The task — Each line of the data must be written out again verbatim; no image belongs in the copy.

The data —
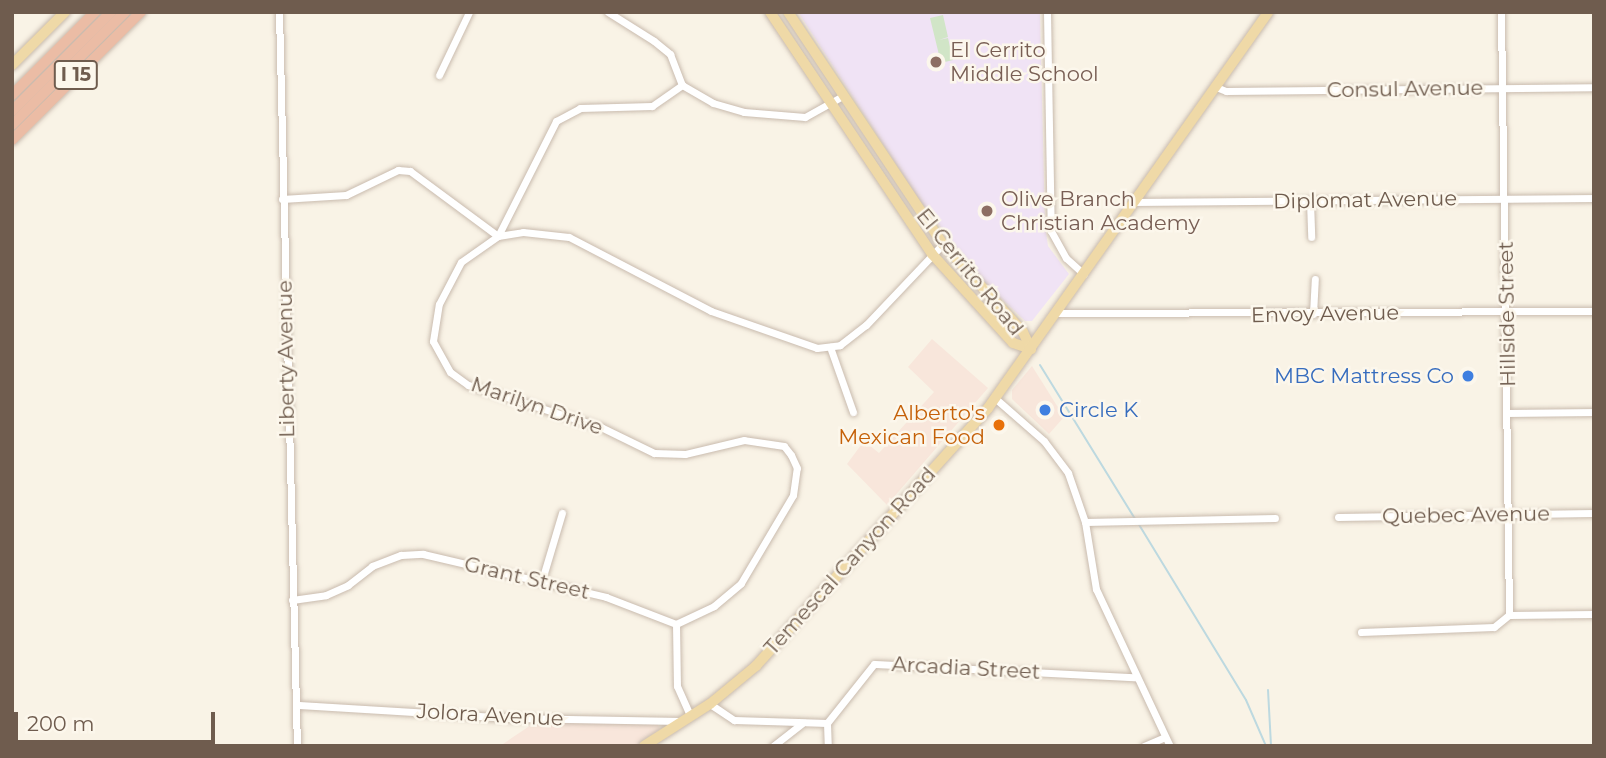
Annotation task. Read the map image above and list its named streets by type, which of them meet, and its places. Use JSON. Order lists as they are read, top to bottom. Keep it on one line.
{"streets":{"highway":["I 15"],"main road":["El Cerrito Road","Temescal Canyon Road"],"street":["Consul Avenue","Diplomat Avenue","Envoy Avenue","Hillside Street","Liberty Avenue","Marilyn Drive","Quebec Avenue","Grant Street","Arcadia Street","Jolora Avenue"]},"crossings":[["Consul Avenue","Hillside Street"],["Consul Avenue","Temescal Canyon Road"],["Diplomat Avenue","Hillside Street"],["Diplomat Avenue","Temescal Canyon Road"],["El Cerrito Road","Temescal Canyon Road"],["Envoy Avenue","Hillside Street"],["Envoy Avenue","Temescal Canyon Road"],["Hillside Street","Quebec Avenue"],["Liberty Avenue","Grant Street"],["Liberty Avenue","Jolora Avenue"],["Marilyn Drive","Grant Street"],["Temescal Canyon Road","Jolora Avenue"]],"places":["El Cerrito Middle School","Olive Branch Christian Academy","MBC Mattress Co","Circle K","Alberto's Mexican Food"],"scale_bar":"200 m"}
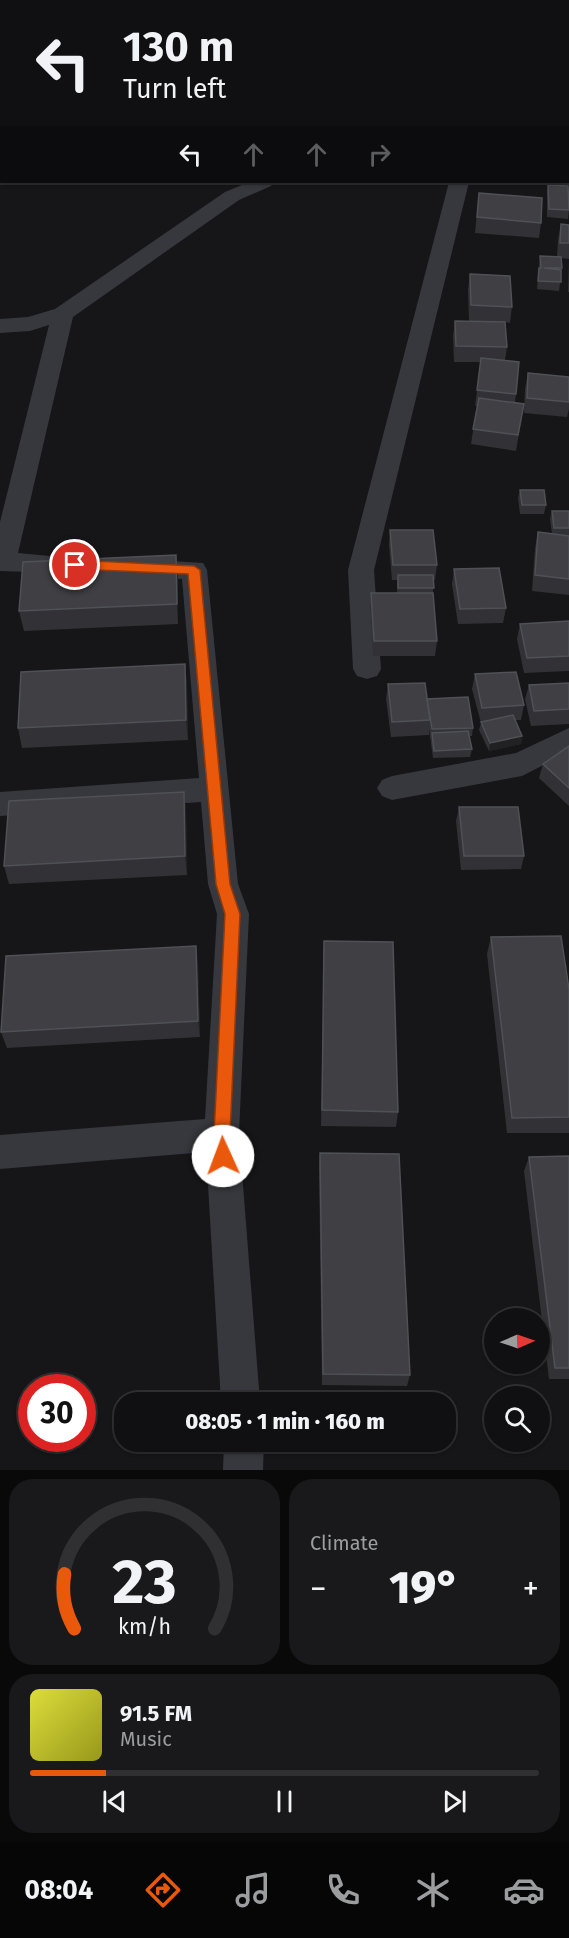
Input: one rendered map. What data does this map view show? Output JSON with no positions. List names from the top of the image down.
{
  "north": "right",
  "page": {
    "turn": ["130 m", "Turn left"],
    "limit": "30",
    "trip": "08:05 · 1 min · 160 m",
    "tile": "Climate",
    "heat": ["−", "19°", "+"],
    "song": ["91.5 FM", "Music"],
    "tabs": "08:04",
    "gauge": ["23", "km/h"]
  }
}
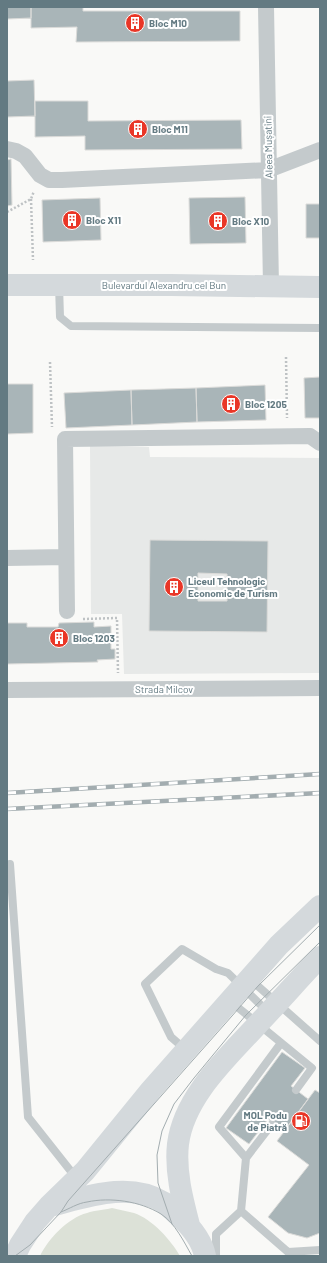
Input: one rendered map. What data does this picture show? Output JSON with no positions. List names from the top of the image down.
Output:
{
  "streets": {
    "main road": ["Bulevardul Alexandru cel Bun"],
    "street": ["Aleea Mușatini", "Strada Milcov"]
  },
  "crossings": [
    ["Aleea Mușatini", "Bulevardul Alexandru cel Bun"]
  ],
  "places": {
    "building": [
      "Bloc M10",
      "Bloc M11",
      "Bloc X11",
      "Bloc X10",
      "Bloc 1205",
      "Liceul Tehnologic Economic de Turism",
      "Bloc 1203"
    ],
    "fuel station": ["MOL Podu de Piatră"]
  }
}
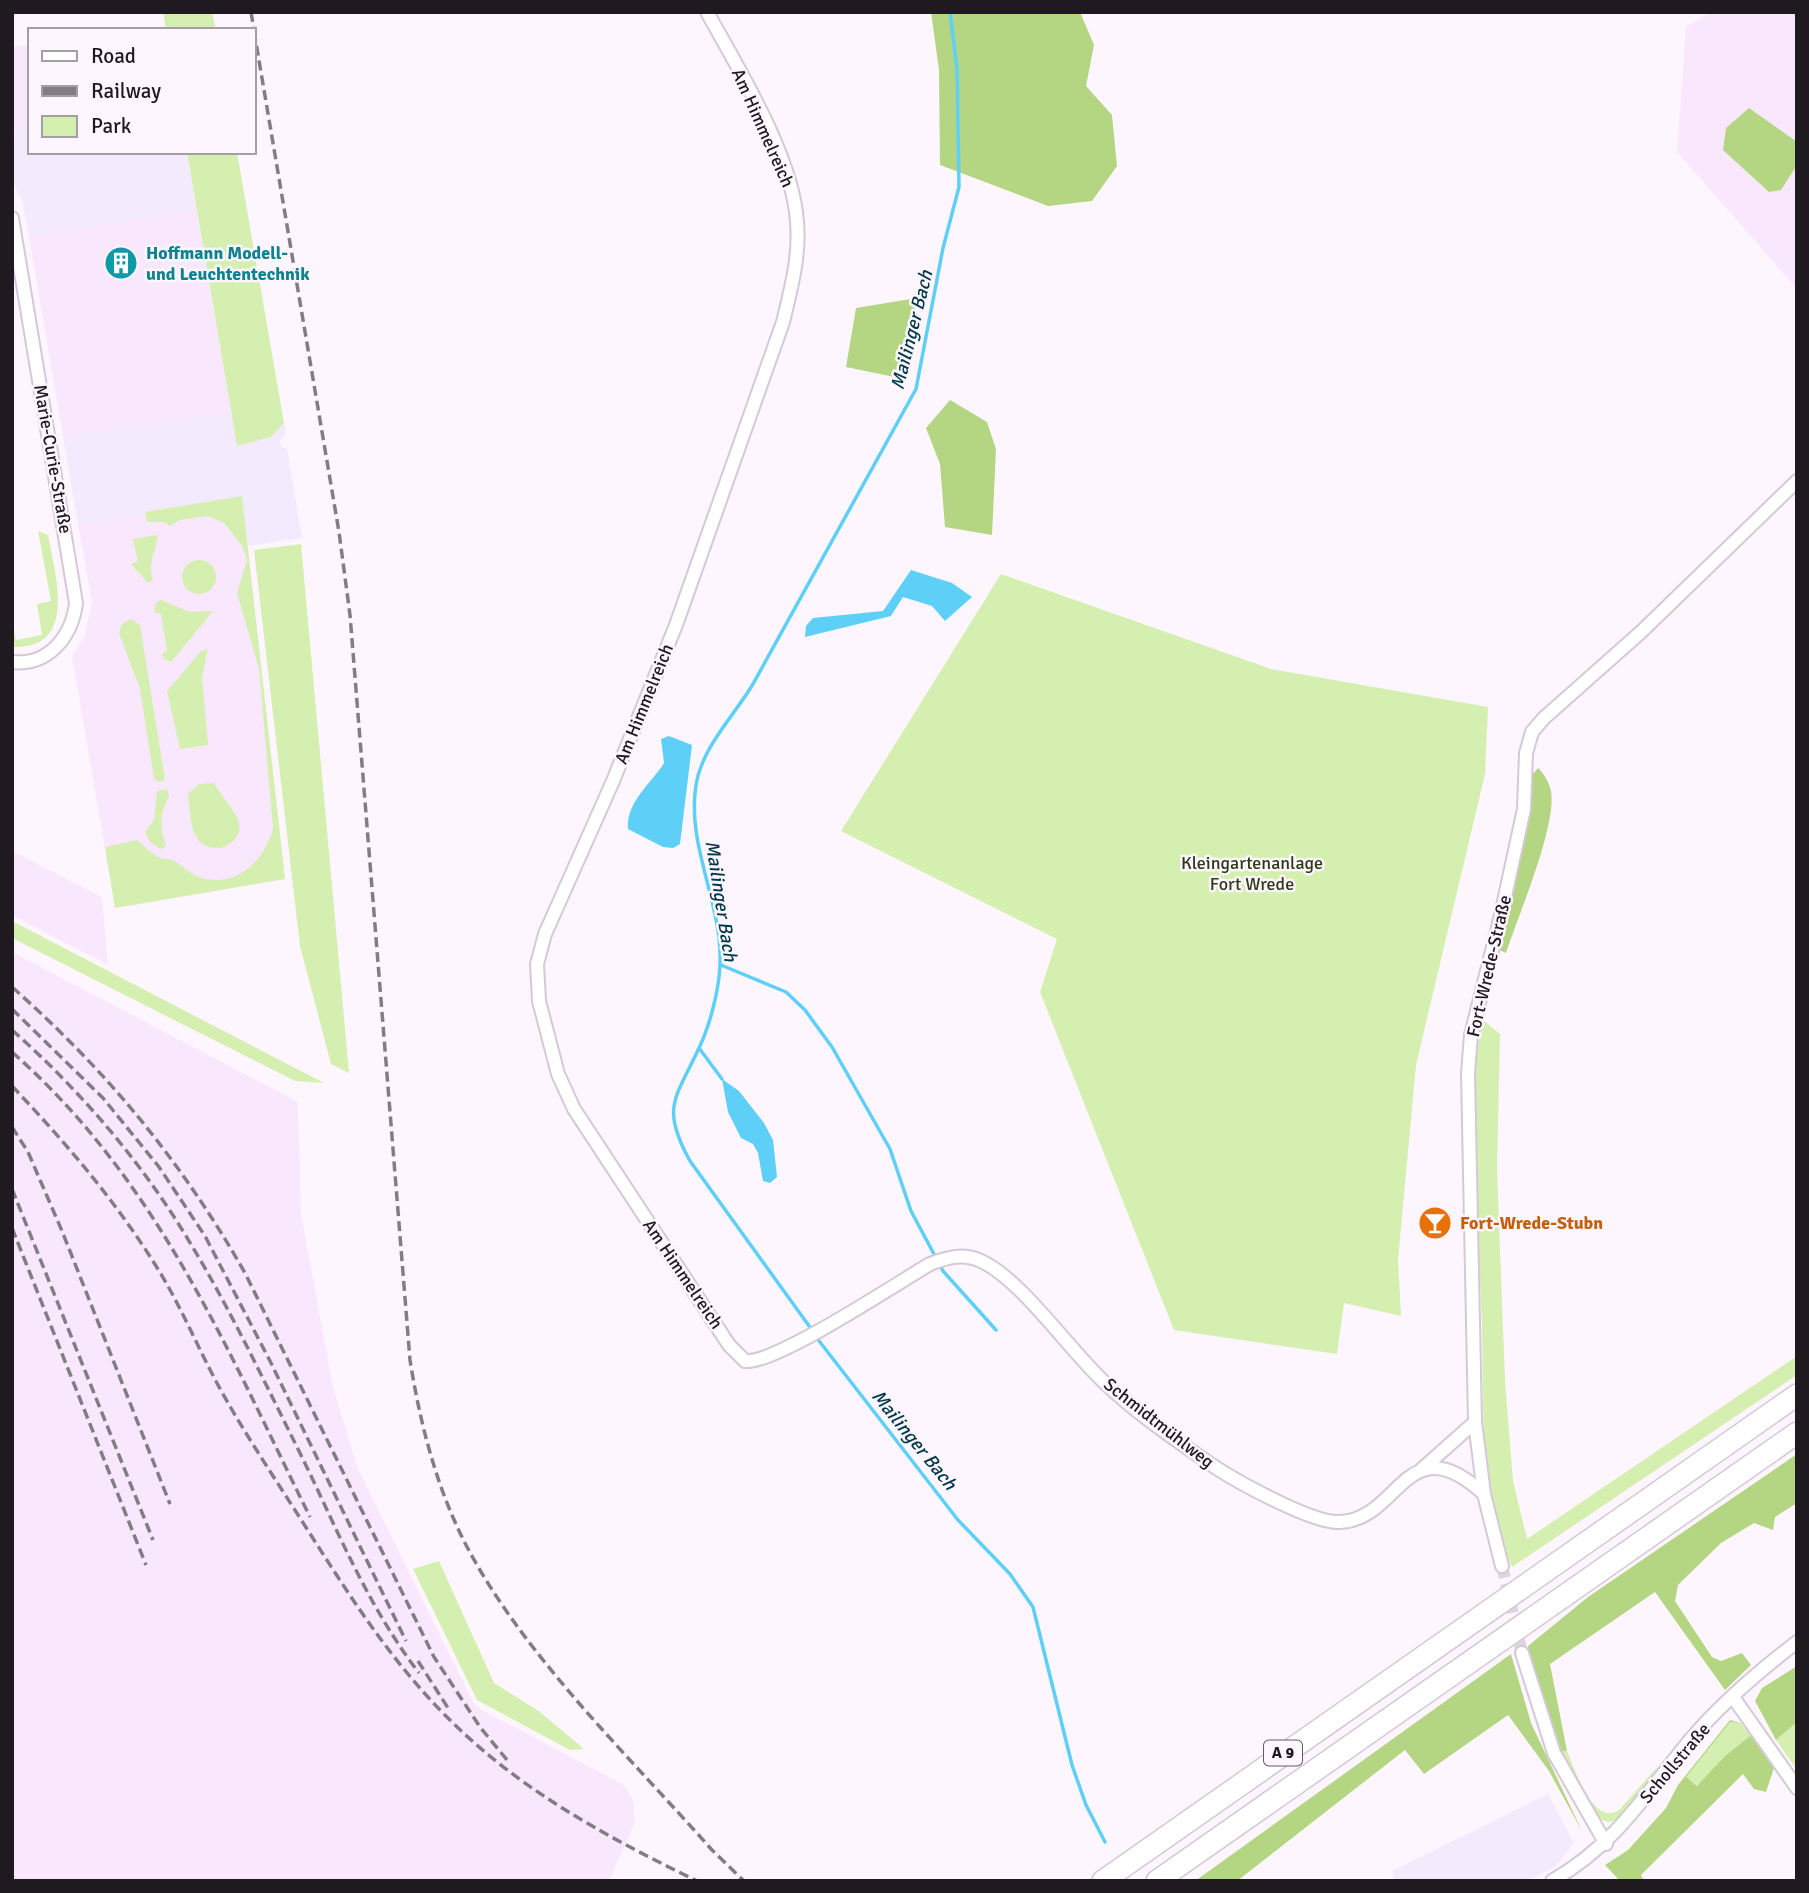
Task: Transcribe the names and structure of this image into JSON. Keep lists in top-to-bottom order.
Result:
{
  "streets": {
    "highway": ["A 9"],
    "street": [
      "Am Himmelreich",
      "Marie-Curie-Straße",
      "Fort-Wrede-Straße",
      "Schmidtmühlweg",
      "Schollstraße"
    ]
  },
  "crossings": [
    ["Am Himmelreich", "Schmidtmühlweg"],
    ["Fort-Wrede-Straße", "Schmidtmühlweg"]
  ],
  "water": ["Mailinger Bach"],
  "parks": ["Kleingartenanlage Fort Wrede"],
  "places": {
    "building": ["Hoffmann Modell- und Leuchtentechnik"],
    "bar": ["Fort-Wrede-Stubn"]
  },
  "legend": ["Road", "Railway", "Park"]
}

Exercise result —
Annotation task. Read the map image above and list its named streets by type, which of them meet, and its places. Use JSON. Order lists as they are read, top to bottom. Keep it on one line.
{"streets":{"highway":["I 15"],"main road":["El Cerrito Road","Temescal Canyon Road"],"street":["Consul Avenue","Diplomat Avenue","Envoy Avenue","Hillside Street","Liberty Avenue","Marilyn Drive","Quebec Avenue","Grant Street","Arcadia Street","Jolora Avenue"]},"crossings":[["Consul Avenue","Hillside Street"],["Consul Avenue","Temescal Canyon Road"],["Diplomat Avenue","Hillside Street"],["Diplomat Avenue","Temescal Canyon Road"],["El Cerrito Road","Temescal Canyon Road"],["Envoy Avenue","Hillside Street"],["Envoy Avenue","Temescal Canyon Road"],["Hillside Street","Quebec Avenue"],["Liberty Avenue","Grant Street"],["Liberty Avenue","Jolora Avenue"],["Marilyn Drive","Grant Street"],["Temescal Canyon Road","Jolora Avenue"]],"places":["El Cerrito Middle School","Olive Branch Christian Academy","MBC Mattress Co","Circle K","Alberto's Mexican Food"],"scale_bar":"200 m"}
Input: one rendered map. What data does this map view show? Output JSON with no positions. List names from the top of the image down.
{
  "north": "right",
  "page": {
    "turn": ["130 m", "Turn left"],
    "limit": "30",
    "trip": "08:05 · 1 min · 160 m",
    "tile": "Climate",
    "heat": ["−", "19°", "+"],
    "song": ["91.5 FM", "Music"],
    "tabs": "08:04",
    "gauge": ["23", "km/h"]
  }
}
Input: one rendered map. What data does this picture show? Output JSON with no positions. List names from the top of the image down.
Output:
{
  "streets": {
    "main road": ["Bulevardul Alexandru cel Bun"],
    "street": ["Aleea Mușatini", "Strada Milcov"]
  },
  "crossings": [
    ["Aleea Mușatini", "Bulevardul Alexandru cel Bun"]
  ],
  "places": {
    "building": [
      "Bloc M10",
      "Bloc M11",
      "Bloc X11",
      "Bloc X10",
      "Bloc 1205",
      "Liceul Tehnologic Economic de Turism",
      "Bloc 1203"
    ],
    "fuel station": ["MOL Podu de Piatră"]
  }
}
Task: Transcribe the names and structure of this image into JSON. Keep lists in top-to-bottom order.
Result:
{
  "streets": {
    "highway": ["A 9"],
    "street": [
      "Am Himmelreich",
      "Marie-Curie-Straße",
      "Fort-Wrede-Straße",
      "Schmidtmühlweg",
      "Schollstraße"
    ]
  },
  "crossings": [
    ["Am Himmelreich", "Schmidtmühlweg"],
    ["Fort-Wrede-Straße", "Schmidtmühlweg"]
  ],
  "water": ["Mailinger Bach"],
  "parks": ["Kleingartenanlage Fort Wrede"],
  "places": {
    "building": ["Hoffmann Modell- und Leuchtentechnik"],
    "bar": ["Fort-Wrede-Stubn"]
  },
  "legend": ["Road", "Railway", "Park"]
}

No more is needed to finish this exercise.